THIS GRABS RESULTS FROM THE NEW UCI WEBSITE'S API
* Click the 'play' button below
* In another browser window, navigate to the main UCI race page that lists event 'stages'
* example: https://www.uci.org/competition-details/2021/ROA/63844 and copy URL
* FIRST: Paste the URL in the top box, click "Get available stages". A list will display below the boxes.
* NEXT: Select the stage or race you want to get results for.
* Results will be saved out as a tab-delimited text file
* If you want to get another stage or GC results, no need to hit play again - just select it on the dropdown list.

NOTE: the stage race results classifications come in as the UCI's order, not our desired order. 




In [None]:
# Dependencies
import numpy as np
import pandas as pd
import requests
import json
import re
from bs4 import BeautifulSoup
from google.colab import files
from google.colab import files
import ipywidgets as widgets
from IPython.display import display
from ipywidgets import TwoByTwoLayout

#Grab the data from the UCI API link
def output_file(header_list, table_list):

    outfile = 'uci_results.txt'
    with open(outfile, 'w') as file:
        for item in range(0, len(table_list)):
            print(f'Outputting results for {header_list[item]}')
            try:
            # Write plain CSV output full results
                file.write(f'\n{header_list[item]}\n')
                file.write(table_list[item].to_csv(header=False, index=False, encoding='UTF-8', sep='\t'))
            except:
                pass
    # Empty out the hopper
    table_list = []
    header_list = []
    files.download(outfile)
def format_results(url):

    data = requests.get(url).json()
    data = data['results']
    if len(data) !=0:
        df = pd.DataFrame(data)
        return df
    else:
        pass
def format_table(df):
    out_df = pd.DataFrame()
    out_df['Rank'] = df['rank'].fillna(df['result'])
    out_df['Rider'] = (df['firstname'] + ' ' + df['lastname'].str.title())
    out_df['Country'] = df['nationality']
    if 'team' in df.columns:
        out_df['Team'] = df['team']
    out_df['Result'] = df['result']
    return out_df
def find_stages(raw_url):
    event_codes = []
    titles = []
    stage_results = []
    stage_list = []
    page = requests.get(raw_url)
    if page.status_code == 200:
        content = page.content
        soup = BeautifulSoup(content, "html5lib")
        links = soup.find('div', {'data-component':'CompetitionDetailsModule'})
        if links:
            try:
                raw_urls = json.loads(links['data-props'])
                stages = raw_urls['results']['accordion']
                for i in stages:
                    stage_list.append(i['label'])
                    for n in i['results']:
                        stage_results.append(i['label'])
                        event_codes.append(n['eventCode'])
                        titles.append(n['title'])
            except TypeError:
                print("Problem getting results, UCI may have changed their API")
                pass
        else:
            print("Error finding results.
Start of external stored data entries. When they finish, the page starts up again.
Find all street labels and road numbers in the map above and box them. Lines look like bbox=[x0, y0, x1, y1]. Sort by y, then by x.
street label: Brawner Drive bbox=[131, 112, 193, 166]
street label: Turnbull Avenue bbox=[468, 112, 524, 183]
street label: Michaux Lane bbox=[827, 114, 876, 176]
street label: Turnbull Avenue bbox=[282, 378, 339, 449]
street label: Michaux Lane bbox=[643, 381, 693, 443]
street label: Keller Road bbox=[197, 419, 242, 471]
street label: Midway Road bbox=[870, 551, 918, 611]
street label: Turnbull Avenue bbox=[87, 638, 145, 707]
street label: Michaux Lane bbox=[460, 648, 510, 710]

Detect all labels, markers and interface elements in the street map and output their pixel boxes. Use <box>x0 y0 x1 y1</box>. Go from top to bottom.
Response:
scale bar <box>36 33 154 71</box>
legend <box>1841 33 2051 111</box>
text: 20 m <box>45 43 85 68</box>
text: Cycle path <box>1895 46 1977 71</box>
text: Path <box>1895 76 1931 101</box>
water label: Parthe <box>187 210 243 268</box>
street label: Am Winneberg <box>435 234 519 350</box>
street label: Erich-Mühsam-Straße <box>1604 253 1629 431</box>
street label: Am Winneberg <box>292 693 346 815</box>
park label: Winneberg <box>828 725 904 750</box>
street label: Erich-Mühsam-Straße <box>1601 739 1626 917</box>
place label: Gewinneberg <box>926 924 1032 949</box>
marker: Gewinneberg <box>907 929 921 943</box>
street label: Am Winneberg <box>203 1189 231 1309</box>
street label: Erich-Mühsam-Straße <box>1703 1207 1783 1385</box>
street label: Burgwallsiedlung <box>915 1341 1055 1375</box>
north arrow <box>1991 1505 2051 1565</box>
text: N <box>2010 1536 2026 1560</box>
UCI may have changed their HTML tags")
        return event_codes, titles, stage_results, stage_list
def scrape_api(stage, codes, headers, discipline):
    header_list = []
    table_list = []
    print(f"Getting results for {stage}")
    out_df = pd.DataFrame()
    for i, v in enumerate(codes):

        try:
            url = f"https://www.uci.org/api/calendar/results/{v}?discipline={discipline}"
            print(f'Getting results for {url}')
            df = format_results(url)

            if len(df)>0:
                print(f"{len(df)} rows of data found for {headers[i]}")
                header_list.append(headers[i])
                try:
                    out_df = format_table(df)
                    table_list.append(out_df)
                except:
                    table_list.append(df)
            else:
                print(f"No data found for {headers[i]}")
        except:
            pass
    output_file(header_list, table_list)

def on_button_clicked_1(b):
    stages_url = race_url.value
    try:
        if b.description == 'Get available stages':
            if 'uci.org' not in stages_url:
                print("Please enter a valid UCI URL eg. https://www.uci.org/competition-details/2021/ROA/63803")
            else:
                print(f"Getting available stages")              
                disciplines = ['ROA', 'MTB', 'CRO']
                discipline = stages_url.split('/')[-2]
                if discipline not in disciplines:
                    print("That is not a valid event URL")
                else:
                    event_codes, titles, stage_results, stage_list = find_stages(stages_url)
                    dropdown_stage = widgets.Dropdown(options = values_plus_select(stage_list))
                    display(dropdown_stage)
                    dropdown_stage.observe(dropdown_stage_eventhandler, names='value')
    except TypeError:
        print("We had a problem with that URL")
    return event_codes, titles, stage_results, stage_list

# Handle populating the stage/event list dropdown
ALL = 'Select stage'
def values_plus_select(stage_list):
    stage_list.insert(0, ALL)
    return stage_list

# Handle a change in the selection
def dropdown_stage_eventhandler(change):
    if (change.new == ALL):
        pass
    else:
        stage = change.new #The stage or event selected
        stages_url = race_url.value #The URL entered in box
        discipline = stages_url.split('/')[-2]
        # Get the list of stages/codes to make the URLs etc

        event_codes, titles, stage_results, stage_list = find_stages(stages_url)
        # Whittle down the big list of everthing to just the stage selecetd
        stages = [i for i, val in enumerate(stage_results) if val in stage] # Stage names from soup
        codes = [val for i, val in enumerate(event_codes) if i in stages] # Event codes corresponding to stage selected
        headers = [val for i, val in enumerate(titles) if i in stages] # Classification names from stage selected
        # Get the actual results and download
        scrape_api(stage, codes, headers, discipline)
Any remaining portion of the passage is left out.